L’entusiasmo e le energie morali nuove (o rinnovate) che papa Francesco sta suscitando in tutta la Chiesa sono testimoniati da tutto il mondo dei periodici d’ispirazione cristiana e specialmente da quelli che da tempo sono più sensibili ai temi del rinnovamento religioso alla luce del Concilio e del Vangelo. Su Il Tetto, ad esempio, il direttore (fondatore e anima…) Pasquale Colella esprime nell’editoriale di giugno la sua gioia e le sue speranze (il coraggio apostolico, la rivalutazione del Sinodo dei Vescovi, i viaggi nel terzo e quarto mondo (e anche quello di marzo a Napoli, iniziato a Scampia!).

Il Notiziario dell’Istituto Paolo VI di Brescia ha tra i molti pregi quello di non limitarsi a ricordare e studiare il passato, ma anche di aprirsi all’attualità. È un segno di fedeltà al Papa bresciano (che ai “segni dei tempi” era stato sempre molto attento), ma è anche l’occasione di affrontare i nuovi, molti problemi che si delineano all’orizzonte di scoprire quanto siano state profetiche certe intuizioni di papa Montini. Giorgio Campanini, sul Notiziario n 69, ricorda inoltre che proprio settant’anni fa, nel 1945, in coincidenza con la fine della seconda guerra mondiale, appariva “un ambizioso progetto di ricostruzione ideale e politica di un Paese uscito semidistrutto (materialmente, ma anche spiritualmente) di intellettuali cattolici, redatto da un piccolo ma qualificato gruppo. Era il “Codice di Camaldoli”; in realtà si presentava così: “Per la comunità cristiana. Principi dell’ordinamento sociale, a cura di un gruppo di studiosi amici di Camaldoli, ed Studium, Roma, 1945.

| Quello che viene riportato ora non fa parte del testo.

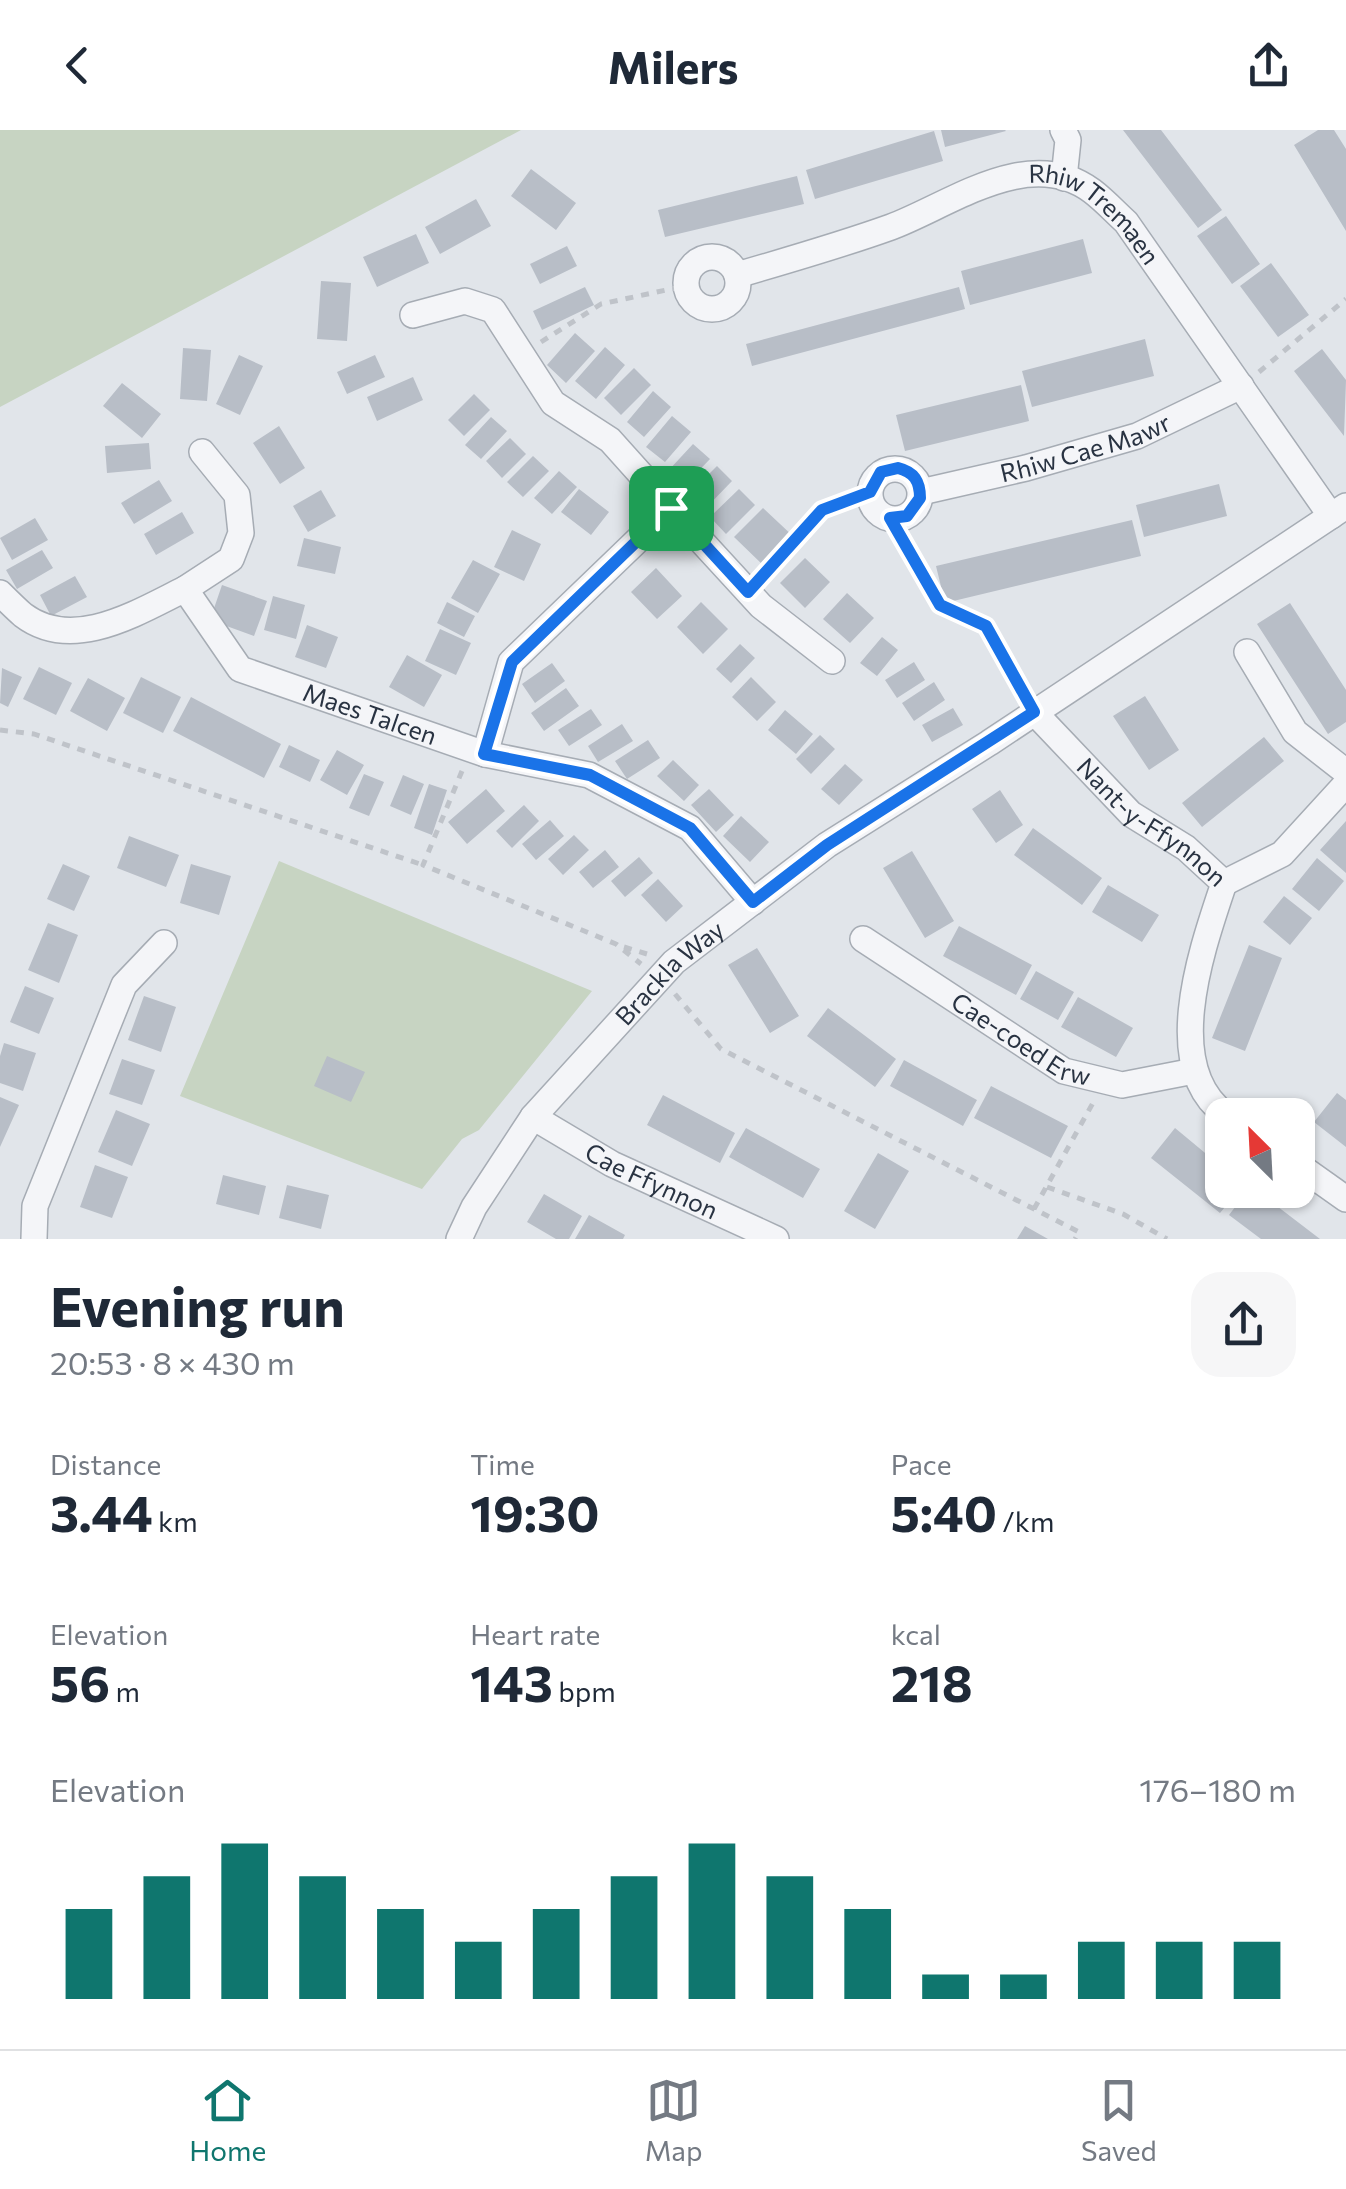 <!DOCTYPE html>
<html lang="en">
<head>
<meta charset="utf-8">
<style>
	body { margin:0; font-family:Commissioner,sans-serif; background:#f6f6f7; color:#1f2937; height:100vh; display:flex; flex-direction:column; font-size:38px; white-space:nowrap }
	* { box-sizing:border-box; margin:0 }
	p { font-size:32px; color:#747a83 }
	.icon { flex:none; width:55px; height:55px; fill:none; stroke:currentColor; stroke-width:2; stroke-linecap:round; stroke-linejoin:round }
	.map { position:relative; height:1109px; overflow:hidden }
	.side { display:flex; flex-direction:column; background:#fff; flex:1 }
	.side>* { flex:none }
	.needle { width:65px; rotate:336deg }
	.tools { position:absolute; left:1205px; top:968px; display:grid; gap:20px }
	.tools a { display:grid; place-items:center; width:110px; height:110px; border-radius:20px; background:#fff; box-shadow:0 2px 8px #0004; font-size:50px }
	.pin { position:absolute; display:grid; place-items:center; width:85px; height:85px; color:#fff; margin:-42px; border-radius:20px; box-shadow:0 5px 15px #0006 }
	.round { display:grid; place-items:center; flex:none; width:105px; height:105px; border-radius:30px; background:#f6f6f7 }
	.summary { display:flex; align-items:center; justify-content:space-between; height:170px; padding:0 50px }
	h1 { font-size:55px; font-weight:700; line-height:75px }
	.metrics { display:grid; grid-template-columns:repeat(3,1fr); gap:15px; height:170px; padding:10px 50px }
	.metrics div { display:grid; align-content:center }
	.metrics b { font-size:50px; font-weight:700 }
	.metrics small { font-size:28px; font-weight:400 }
	.metrics p { font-size:28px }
	.chart { height:280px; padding:20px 50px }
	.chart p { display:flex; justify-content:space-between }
	.chart svg { width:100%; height:180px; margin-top:10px; stroke:#0f766e; stroke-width:6 }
	header { display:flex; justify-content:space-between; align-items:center; height:130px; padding:0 50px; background:#fff; font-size:45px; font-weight:700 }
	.menu { display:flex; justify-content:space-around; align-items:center; height:140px; border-top:2px solid #e0e1e3; background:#fff; font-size:28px; color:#747a83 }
	.menu a { display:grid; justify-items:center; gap:5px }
	.menu .on { color:#0f766e }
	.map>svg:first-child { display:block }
	.green { fill:#c7d4c2 }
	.building { fill:#b8bec7 }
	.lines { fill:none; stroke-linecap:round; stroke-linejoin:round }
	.minor-casing { stroke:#a6acb4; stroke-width:28 }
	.path { stroke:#bfc3c9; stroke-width:5; stroke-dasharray:8 8; stroke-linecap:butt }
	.minor { stroke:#f4f5f8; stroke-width:25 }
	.route-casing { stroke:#fff; stroke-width:20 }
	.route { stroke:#1a73e8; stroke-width:12 }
	.labels { text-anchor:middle; stroke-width:8; stroke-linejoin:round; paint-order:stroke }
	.street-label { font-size:25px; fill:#293342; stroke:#f1f4f7 }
</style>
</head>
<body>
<header><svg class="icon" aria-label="back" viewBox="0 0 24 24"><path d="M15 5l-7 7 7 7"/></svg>Milers<svg class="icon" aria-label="share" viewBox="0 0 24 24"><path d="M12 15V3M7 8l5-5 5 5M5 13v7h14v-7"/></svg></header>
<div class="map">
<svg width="1346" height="1109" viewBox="0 0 1346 1109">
	<rect width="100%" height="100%" fill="#e1e5ea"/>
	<path class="green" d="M0,0h521l-521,277z
		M279,731l313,130 -113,139 -17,9 -40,50 -242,-93z"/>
	<path class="building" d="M941,0h64l1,1 -61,16z
		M1123,0h38l61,80 -24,18z
		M1318,0h16l12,19v82l-52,-86z
		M934,1l9,30 -128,38 -9,-29z
		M531,39l45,34 -20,27 -45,-34z
		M797,46l7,28 -139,33 -7,-27z
		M476,69l15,27 -51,28 -15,-27z
		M1226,86l34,48 -28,20 -35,-48z
		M416,104l13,29 -52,24 -14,-30z
		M1083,109l9,34 -122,32 -9,-34z
		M567,116l10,20 -37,18 -10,-20z
		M1271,133l38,52 -31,22 -38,-51z
		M321,151l30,2 -4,58 -30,-2z
		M585,157l9,18 -52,25 -9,-19z
		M959,157l6,22 -213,57 -6,-22z
		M575,203l20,18 -29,32 -19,-18z
		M1145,209l9,37 -122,31 -10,-36z
		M605,217l20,18 -29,34 -21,-18z
		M183,218l28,2 -4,51 -27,-2z
		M1322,219l24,31 -2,56 -50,-65z
		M239,225l24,11 -23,49 -24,-11z
		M375,225l10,22 -38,17 -10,-22z
		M634,238l17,17 -30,30 -17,-17z
		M413,247l10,23 -46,21 -10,-24z
		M122,253l39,31 -19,24 -39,-32z
		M1021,255l8,36 -124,30 -9,-36z
		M653,261l18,16 -27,30 -17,-15z
		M474,264l16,16 -26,26 -16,-16z
		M672,286l19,16 -26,30 -19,-15z
		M491,287l16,14 -26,28 -16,-14z
		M279,296l26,42 -25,16 -27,-41z
		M510,308l16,16 -24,24 -16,-17z
		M149,313l2,26 -44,4 -2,-27z
		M693,314l17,15 -26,27 -16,-15z
		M533,326l16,15 -26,26 -16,-15z
		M717,336l15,15 -28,29 -15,-16z
		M559,341l18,16 -25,27 -18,-16z
		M159,350l13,21 -38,23 -13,-21z
		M1219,354l8,32 -83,21 -8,-32z
		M579,359l30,23 -18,23 -30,-23z
		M739,359l16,16 -29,29 -16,-17z
		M321,360l15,26 -28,16 -15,-26z
		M763,378l32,30 -29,30 -32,-31z
		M182,382l12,21 -38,22 -12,-21z
		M35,388l13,22 -36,20 -12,-22z
		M1132,390l9,36 -196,47 -9,-37z
		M512,400l29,14 -17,37 -30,-14z
		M304,408l37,9 -6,27 -38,-8z
		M42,420l11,18 -36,21 -11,-19z
		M805,428l25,24 -25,26 -25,-25z
		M473,430l27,14 -22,39 -27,-15z
		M656,438l26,28 -25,23 -26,-27z
		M75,446l12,21 -36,19 -11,-21z
		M222,455l45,16 -13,35 -44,-16z
		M847,463l27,25 -24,25 -27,-24z
		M273,466l32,9 -9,34 -32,-9z
		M447,472l28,14 -11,21 -27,-14z
		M701,472l27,27 -25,25 -26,-27z
		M1290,473l56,87v32l-18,12 -71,-110z
		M307,495l31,12 -12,31 -31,-11z
		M440,499l31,14 -15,32 -31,-14z
		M882,507l16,13 -21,26 -17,-13z
		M740,514l15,14 -24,25 -15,-14z
		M407,525l35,20 -18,32 -35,-20z
		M914,532l11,18 -28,18 -12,-18z
		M552,533l13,18 -30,22 -13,-19z
		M39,537l33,16 -16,32 -33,-16z
		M2,538l20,9 -14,30 -8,-4z
		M141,547l40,20 -18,36 -40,-20z
		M751,547l25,25 -19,19 -25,-24z
		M88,548l37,20 -18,33 -37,-20z
		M934,552l11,18 -31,21 -12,-18z
		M566,558l13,18 -35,25 -13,-18z
		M1145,566l34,54 -30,20 -36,-54z
		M191,567l90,47 -17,34 -91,-47z
		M953,578l10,17 -31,17 -10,-17z
		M591,579l11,16 -33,21 -11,-16z
		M785,580l28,24 -17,20 -28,-24z
		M622,594l11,17 -35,21 -10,-16z
		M820,605l15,14 -24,25 -15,-15z
		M1264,607l20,24 -82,66 -20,-24z
		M648,610l12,18 -33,21 -12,-18z
		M289,615l31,15 -10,22 -31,-15z
		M337,620l27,15 -17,30 -27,-15z
		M673,630l26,25 -15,16 -27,-25z
		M845,634l18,16 -24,25 -18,-16z
		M364,644l20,8 -15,34 -20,-8z
		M403,645l21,9 -13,31 -21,-9z
		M429,654l18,6 -15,45 -18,-7z
		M486,659l19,22 -38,33 -19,-22z
		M709,659l25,26 -18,17 -25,-27z
		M1000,660l23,35 -27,18 -24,-34z
		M524,675l15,16 -27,27 -16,-17z
		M741,686l28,26 -19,20 -27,-26z
		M550,690l14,16 -28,24 -14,-16z
		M1346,691v52l-26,-23z
		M1033,698l69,50 -20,27 -68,-50z
		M574,705l15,15 -26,25 -15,-16z
		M129,706l50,19 -13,32 -49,-19z
		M605,720l14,17 -26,21 -14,-16z
		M912,721l42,70 -29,17 -42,-70z
		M639,727l14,16 -28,24 -14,-16z
		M1317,728l27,23 -25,30 -27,-22z
		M63,734l27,12 -16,35 -27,-12z
		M191,734l40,12 -12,39 -39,-12z
		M658,749l25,27 -17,16 -25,-27z
		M1108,755l51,30 -17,27 -50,-30z
		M1284,766l28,22 -22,27 -27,-23z
		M48,793l30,12 -19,48 -31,-13z
		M959,796l73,39 -16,30 -73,-39z
		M1249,815l33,13 -37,93 -33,-13z
		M757,818l42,68 -29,17 -42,-68z
		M1036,841l38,21 -16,28 -38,-21z
		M25,856l29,12 -15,36 -29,-12z
		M144,866l32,11 -15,45 -33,-12z
		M1078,867l55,31 -17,29 -55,-30z
		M828,878l68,51 -21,28 -68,-51z
		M4,913l32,10 -13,38 -23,-8v-27z
		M327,926l38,16 -14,30 -37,-16z
		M122,929l33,11 -13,35 -33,-11z
		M904,930l73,40 -14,26 -73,-40z
		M991,956l77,40 -17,32 -77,-40z
		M1337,963l9,7v47l-32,-25z
		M663,965l72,38 -15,30 -73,-38z
		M0,967l19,8 -19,42z
		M116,980l34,14 -18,42 -34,-14z
		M746,998l74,41 -17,29 -74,-41z
		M1175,998l47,39v23h17l-19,23 -69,-55z
		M878,1023l31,18 -34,58 -31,-18z
		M95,1035l33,12 -16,41 -32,-11z
		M223,1045l43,11 -7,29 -43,-11z
		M287,1055l42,10 -8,34 -42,-11z
		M1248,1060h8l64,49h-59l-32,-24z
		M544,1064l38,22 -13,23h-13l-29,-17z
		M589,1085l36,20 -2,4h-48z
		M1025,1096l23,13h-31z"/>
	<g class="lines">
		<g class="minor-casing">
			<g id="minor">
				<path d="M1063,0l5,10 -4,38"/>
				<circle cx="712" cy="153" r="26"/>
				<path id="s1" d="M737,145c52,-15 104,-30 154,-48 59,-22 138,-83 201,-36 12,9 23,21 34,31l205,294"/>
				<path d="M413,185l52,-14 28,9 60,93 57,37 61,68 -160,154 -26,92"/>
				<circle cx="895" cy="364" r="25"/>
				<path id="s2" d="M921,362l105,-24 111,-32 104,-50"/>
				<path d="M671,378l90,98 71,55"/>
				<path d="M185,459l46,-30 10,-26 -4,-38 -35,-43"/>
				<path id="s3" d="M0,463c7,7 15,15 23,22 50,38 115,-3 162,-26l55,80 245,85 104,21 101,53 63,74"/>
				<path d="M1247,522l48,80 51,40"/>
				<path id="s4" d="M1034,582l97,102 55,34 38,35c-21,63 -65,184 2,232"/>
				<path d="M1224,753l58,-29 64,-70"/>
				<path id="s5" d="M863,809l201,132 58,14 72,-14"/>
				<path id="s6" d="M533,987l79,47 164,75"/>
				<path d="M1298,1035l48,34"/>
				<path d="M34,1109l1,-33 89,-221 40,-42"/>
				<path id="s7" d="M459,1109l15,-32 59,-90 141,-155 153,-117 162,-102 357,-237"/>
			</g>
		</g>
		<path class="path" d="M541,212l60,-38 84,-18
			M1259,242l87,-73
			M890,388l50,87 47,21 36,66
			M764,444l58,-64 48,-18
			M0,600l34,4 389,131
			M462,641l-39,94 193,79 25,20
			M624,817l23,7
			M675,864l46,55 358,183 -4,7
			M1047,1057l76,27 44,25
			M1034,1079l60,-108"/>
		<use href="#minor" class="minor"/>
	</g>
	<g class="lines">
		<g class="route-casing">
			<path id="route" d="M898,338c16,4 22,13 22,30l-13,18 -17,2 50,87 46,21 48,86 -207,133 -74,57 -63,-74 -100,-53 -106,-21 28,-92 159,-154 77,84 74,-82 48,-18 11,-20z"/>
		</g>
		<use href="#route" class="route"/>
	</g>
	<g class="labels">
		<g class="street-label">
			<text dy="9" stroke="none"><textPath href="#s1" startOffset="390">Rhiw Tremaen</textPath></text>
			<text dy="9" stroke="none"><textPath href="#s2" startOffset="170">Rhiw Cae Mawr</textPath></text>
			<text dy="9" stroke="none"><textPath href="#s3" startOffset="440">Maes Talcen</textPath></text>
			<text dy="9" stroke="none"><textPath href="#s4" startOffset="162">Nant-y-Ffynnon</textPath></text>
			<text dy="9" stroke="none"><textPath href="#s7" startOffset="342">Brackla Way</textPath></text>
			<text dy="9" stroke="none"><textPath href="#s5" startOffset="188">Cae-coed Erw</textPath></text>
			<text dy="9" stroke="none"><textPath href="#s6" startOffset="135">Cae Ffynnon</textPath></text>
		</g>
	</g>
</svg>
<div class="tools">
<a><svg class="needle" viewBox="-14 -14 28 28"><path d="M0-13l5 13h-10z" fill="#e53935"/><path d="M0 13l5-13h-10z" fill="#747a83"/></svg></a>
</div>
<div class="pin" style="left:671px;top:378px;background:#1e9e55"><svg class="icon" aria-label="arrive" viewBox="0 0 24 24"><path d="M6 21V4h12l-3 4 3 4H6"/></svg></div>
</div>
<section class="side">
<div class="summary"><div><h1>Evening run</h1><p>20:53 · 8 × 430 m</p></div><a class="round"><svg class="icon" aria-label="share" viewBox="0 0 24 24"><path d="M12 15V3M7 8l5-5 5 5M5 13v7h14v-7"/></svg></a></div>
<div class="metrics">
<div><p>Distance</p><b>3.44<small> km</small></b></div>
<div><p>Time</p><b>19:30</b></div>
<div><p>Pace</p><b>5:40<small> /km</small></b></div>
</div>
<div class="metrics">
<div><p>Elevation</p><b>56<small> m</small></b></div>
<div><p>Heart rate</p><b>143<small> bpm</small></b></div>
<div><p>kcal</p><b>218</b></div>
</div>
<div class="chart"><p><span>Elevation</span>176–180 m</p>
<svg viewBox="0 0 160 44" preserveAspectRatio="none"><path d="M5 44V22M15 44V14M25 44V6M35 44V14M45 44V22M55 44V30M65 44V22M75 44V14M85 44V6M95 44V14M105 44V22M115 44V38M125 44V38M135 44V30M145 44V30M155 44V30"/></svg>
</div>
</section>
<nav class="menu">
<a class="on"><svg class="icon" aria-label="home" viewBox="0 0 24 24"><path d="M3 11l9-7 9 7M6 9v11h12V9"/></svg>Home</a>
<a><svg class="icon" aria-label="map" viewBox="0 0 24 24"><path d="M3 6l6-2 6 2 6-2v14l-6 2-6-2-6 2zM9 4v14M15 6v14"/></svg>Map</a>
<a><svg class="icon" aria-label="saved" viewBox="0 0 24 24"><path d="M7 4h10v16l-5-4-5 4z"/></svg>Saved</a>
</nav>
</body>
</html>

Avviata, finalmente, la causa di beatificazione di mons. Enrique Angelelli, il vescovo argentino che fu ucciso il 4 agosto 1976. Ma per molti anni la sua morte fu attribuita ad un “incidente stradale”. Lo scorso 21 aprile il Vaticano (dopo tanti anni) ha dato il nulla osta riconoscendo che quella morte non fu un incidente stradale, ma fu “vittima di omicidio premeditato ed eseguito nella cornice del terrorismo di Stato”. Oggi Oreundici (di giugno) pubblica una parte del ricordo di Angelelli scritto da Arturo Paoli, che aveva condiviso l’amicizia e l’impegno con il vescovo martire.

La Gaudium et Spes fu la Costituzione conciliare che incontrò maggiori difficoltà e dissensi sia nella fase di elaborazione e approvazione, sia poi nella stagione dell’applicazione nella realtà pastorale. Certo fu un testo profondamente innovativo e autocritico circa lo stile e i mezzi con i quali la Chiesa per lungo tempo affrontò le questioni sociali e la vita della “città dell’uomo”. Felice Scalia, gesuita di grande vivacità culturale riflette oggi sulla grande forza di quel testo in un intervento pronunciato durante il convegno nazionale “Chiesa di tutti, Chiesa dei poveri”, svoltosi il 9 maggio 2015, e pubblicato ora sul n 21 (del 6 giugno) di Adista – Segni nuovi. Ne consigliamo a tutti la lettura per la profondità con la quale l’autore esamina la vicenda complessiva della Chiesa postconciliare e indica gli obbiettivi e lo stile di un rinnovato impegno evangelico nella scia del Concilio, reso oggi più possibile dalla presenza di papa Francesco (mirabilmente interpretato da Raniero La Valle nel suo libro “Chi sono io, Francesco?).